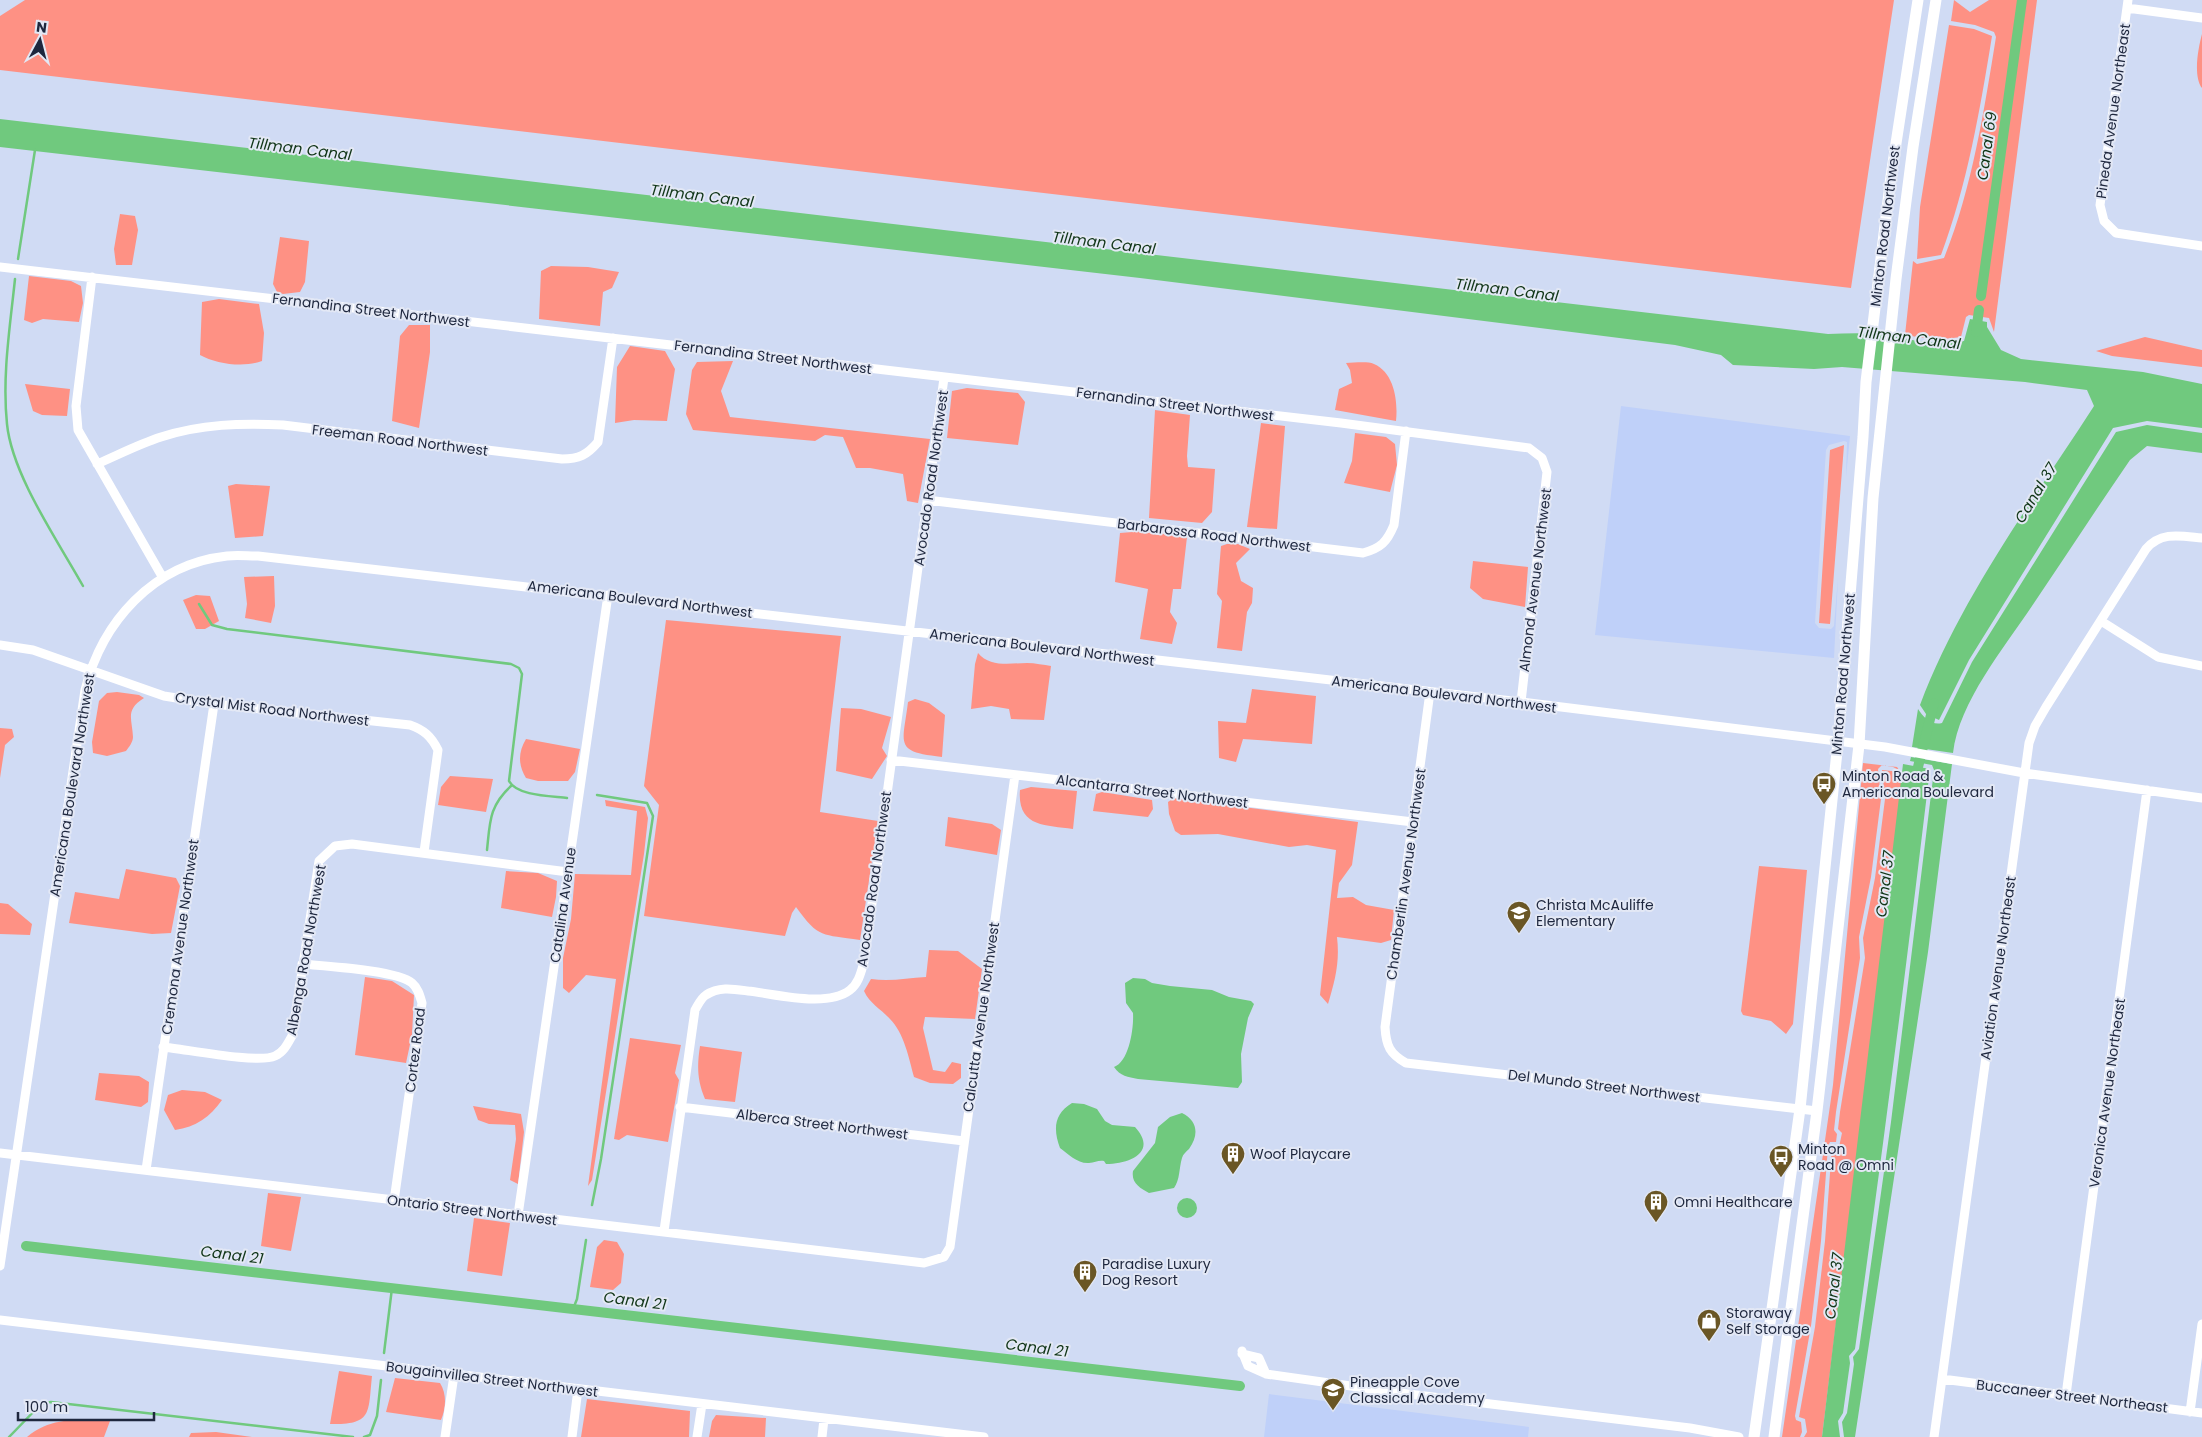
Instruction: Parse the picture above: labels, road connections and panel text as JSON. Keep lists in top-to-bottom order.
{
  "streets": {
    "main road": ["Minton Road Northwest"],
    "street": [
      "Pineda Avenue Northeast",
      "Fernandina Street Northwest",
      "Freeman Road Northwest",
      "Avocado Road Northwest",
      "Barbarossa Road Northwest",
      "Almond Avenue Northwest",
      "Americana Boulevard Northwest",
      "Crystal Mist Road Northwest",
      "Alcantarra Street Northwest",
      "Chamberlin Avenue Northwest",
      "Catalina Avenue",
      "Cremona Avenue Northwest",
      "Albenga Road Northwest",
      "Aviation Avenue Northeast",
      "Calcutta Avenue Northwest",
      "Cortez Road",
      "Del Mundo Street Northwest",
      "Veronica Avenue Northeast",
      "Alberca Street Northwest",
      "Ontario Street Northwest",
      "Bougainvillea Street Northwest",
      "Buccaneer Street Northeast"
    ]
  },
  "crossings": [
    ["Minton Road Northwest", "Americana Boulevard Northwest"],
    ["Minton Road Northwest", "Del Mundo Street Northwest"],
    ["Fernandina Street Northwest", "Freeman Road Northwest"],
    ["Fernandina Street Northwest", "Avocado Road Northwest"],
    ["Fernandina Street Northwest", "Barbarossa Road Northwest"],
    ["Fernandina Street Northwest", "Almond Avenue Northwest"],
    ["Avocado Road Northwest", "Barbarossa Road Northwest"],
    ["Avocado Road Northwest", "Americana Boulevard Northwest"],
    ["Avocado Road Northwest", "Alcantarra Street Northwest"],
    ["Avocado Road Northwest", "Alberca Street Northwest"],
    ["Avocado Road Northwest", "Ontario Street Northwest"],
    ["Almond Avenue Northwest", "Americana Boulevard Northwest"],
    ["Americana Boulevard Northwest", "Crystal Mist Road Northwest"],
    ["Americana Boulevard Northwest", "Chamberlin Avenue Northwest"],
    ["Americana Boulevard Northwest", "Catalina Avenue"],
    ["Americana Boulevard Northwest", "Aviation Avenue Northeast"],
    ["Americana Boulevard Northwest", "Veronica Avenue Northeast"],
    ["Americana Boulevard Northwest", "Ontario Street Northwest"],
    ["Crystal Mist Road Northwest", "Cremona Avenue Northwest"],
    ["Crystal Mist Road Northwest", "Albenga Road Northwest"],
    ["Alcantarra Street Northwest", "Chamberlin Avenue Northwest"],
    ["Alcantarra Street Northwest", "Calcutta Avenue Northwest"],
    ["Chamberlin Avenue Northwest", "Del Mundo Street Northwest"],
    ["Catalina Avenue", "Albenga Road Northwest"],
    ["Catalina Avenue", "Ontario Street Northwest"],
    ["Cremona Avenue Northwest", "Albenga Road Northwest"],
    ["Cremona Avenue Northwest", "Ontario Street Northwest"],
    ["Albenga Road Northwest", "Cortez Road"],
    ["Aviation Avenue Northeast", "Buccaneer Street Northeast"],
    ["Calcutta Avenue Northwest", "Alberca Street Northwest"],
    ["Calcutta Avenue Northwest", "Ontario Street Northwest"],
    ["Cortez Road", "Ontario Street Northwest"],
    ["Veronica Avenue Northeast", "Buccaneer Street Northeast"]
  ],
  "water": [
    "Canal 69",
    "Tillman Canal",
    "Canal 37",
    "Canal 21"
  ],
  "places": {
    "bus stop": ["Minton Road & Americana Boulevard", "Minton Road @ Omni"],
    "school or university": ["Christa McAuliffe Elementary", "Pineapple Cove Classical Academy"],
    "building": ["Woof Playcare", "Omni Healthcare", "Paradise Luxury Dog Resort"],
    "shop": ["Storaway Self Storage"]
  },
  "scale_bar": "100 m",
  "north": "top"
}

▸ **Task objective**: Starting at the first entry above and ending at the last, write everything out exactly except the pictures.

▸ **Written answer**:
Instruction: Parse the picture above: labels, road connections and panel text as JSON. Keep lists in top-to-bottom order.
{
  "streets": {
    "main road": ["Minton Road Northwest"],
    "street": [
      "Pineda Avenue Northeast",
      "Fernandina Street Northwest",
      "Freeman Road Northwest",
      "Avocado Road Northwest",
      "Barbarossa Road Northwest",
      "Almond Avenue Northwest",
      "Americana Boulevard Northwest",
      "Crystal Mist Road Northwest",
      "Alcantarra Street Northwest",
      "Chamberlin Avenue Northwest",
      "Catalina Avenue",
      "Cremona Avenue Northwest",
      "Albenga Road Northwest",
      "Aviation Avenue Northeast",
      "Calcutta Avenue Northwest",
      "Cortez Road",
      "Del Mundo Street Northwest",
      "Veronica Avenue Northeast",
      "Alberca Street Northwest",
      "Ontario Street Northwest",
      "Bougainvillea Street Northwest",
      "Buccaneer Street Northeast"
    ]
  },
  "crossings": [
    ["Minton Road Northwest", "Americana Boulevard Northwest"],
    ["Minton Road Northwest", "Del Mundo Street Northwest"],
    ["Fernandina Street Northwest", "Freeman Road Northwest"],
    ["Fernandina Street Northwest", "Avocado Road Northwest"],
    ["Fernandina Street Northwest", "Barbarossa Road Northwest"],
    ["Fernandina Street Northwest", "Almond Avenue Northwest"],
    ["Avocado Road Northwest", "Barbarossa Road Northwest"],
    ["Avocado Road Northwest", "Americana Boulevard Northwest"],
    ["Avocado Road Northwest", "Alcantarra Street Northwest"],
    ["Avocado Road Northwest", "Alberca Street Northwest"],
    ["Avocado Road Northwest", "Ontario Street Northwest"],
    ["Almond Avenue Northwest", "Americana Boulevard Northwest"],
    ["Americana Boulevard Northwest", "Crystal Mist Road Northwest"],
    ["Americana Boulevard Northwest", "Chamberlin Avenue Northwest"],
    ["Americana Boulevard Northwest", "Catalina Avenue"],
    ["Americana Boulevard Northwest", "Aviation Avenue Northeast"],
    ["Americana Boulevard Northwest", "Veronica Avenue Northeast"],
    ["Americana Boulevard Northwest", "Ontario Street Northwest"],
    ["Crystal Mist Road Northwest", "Cremona Avenue Northwest"],
    ["Crystal Mist Road Northwest", "Albenga Road Northwest"],
    ["Alcantarra Street Northwest", "Chamberlin Avenue Northwest"],
    ["Alcantarra Street Northwest", "Calcutta Avenue Northwest"],
    ["Chamberlin Avenue Northwest", "Del Mundo Street Northwest"],
    ["Catalina Avenue", "Albenga Road Northwest"],
    ["Catalina Avenue", "Ontario Street Northwest"],
    ["Cremona Avenue Northwest", "Albenga Road Northwest"],
    ["Cremona Avenue Northwest", "Ontario Street Northwest"],
    ["Albenga Road Northwest", "Cortez Road"],
    ["Aviation Avenue Northeast", "Buccaneer Street Northeast"],
    ["Calcutta Avenue Northwest", "Alberca Street Northwest"],
    ["Calcutta Avenue Northwest", "Ontario Street Northwest"],
    ["Cortez Road", "Ontario Street Northwest"],
    ["Veronica Avenue Northeast", "Buccaneer Street Northeast"]
  ],
  "water": [
    "Canal 69",
    "Tillman Canal",
    "Canal 37",
    "Canal 21"
  ],
  "places": {
    "bus stop": ["Minton Road & Americana Boulevard", "Minton Road @ Omni"],
    "school or university": ["Christa McAuliffe Elementary", "Pineapple Cove Classical Academy"],
    "building": ["Woof Playcare", "Omni Healthcare", "Paradise Luxury Dog Resort"],
    "shop": ["Storaway Self Storage"]
  },
  "scale_bar": "100 m",
  "north": "top"
}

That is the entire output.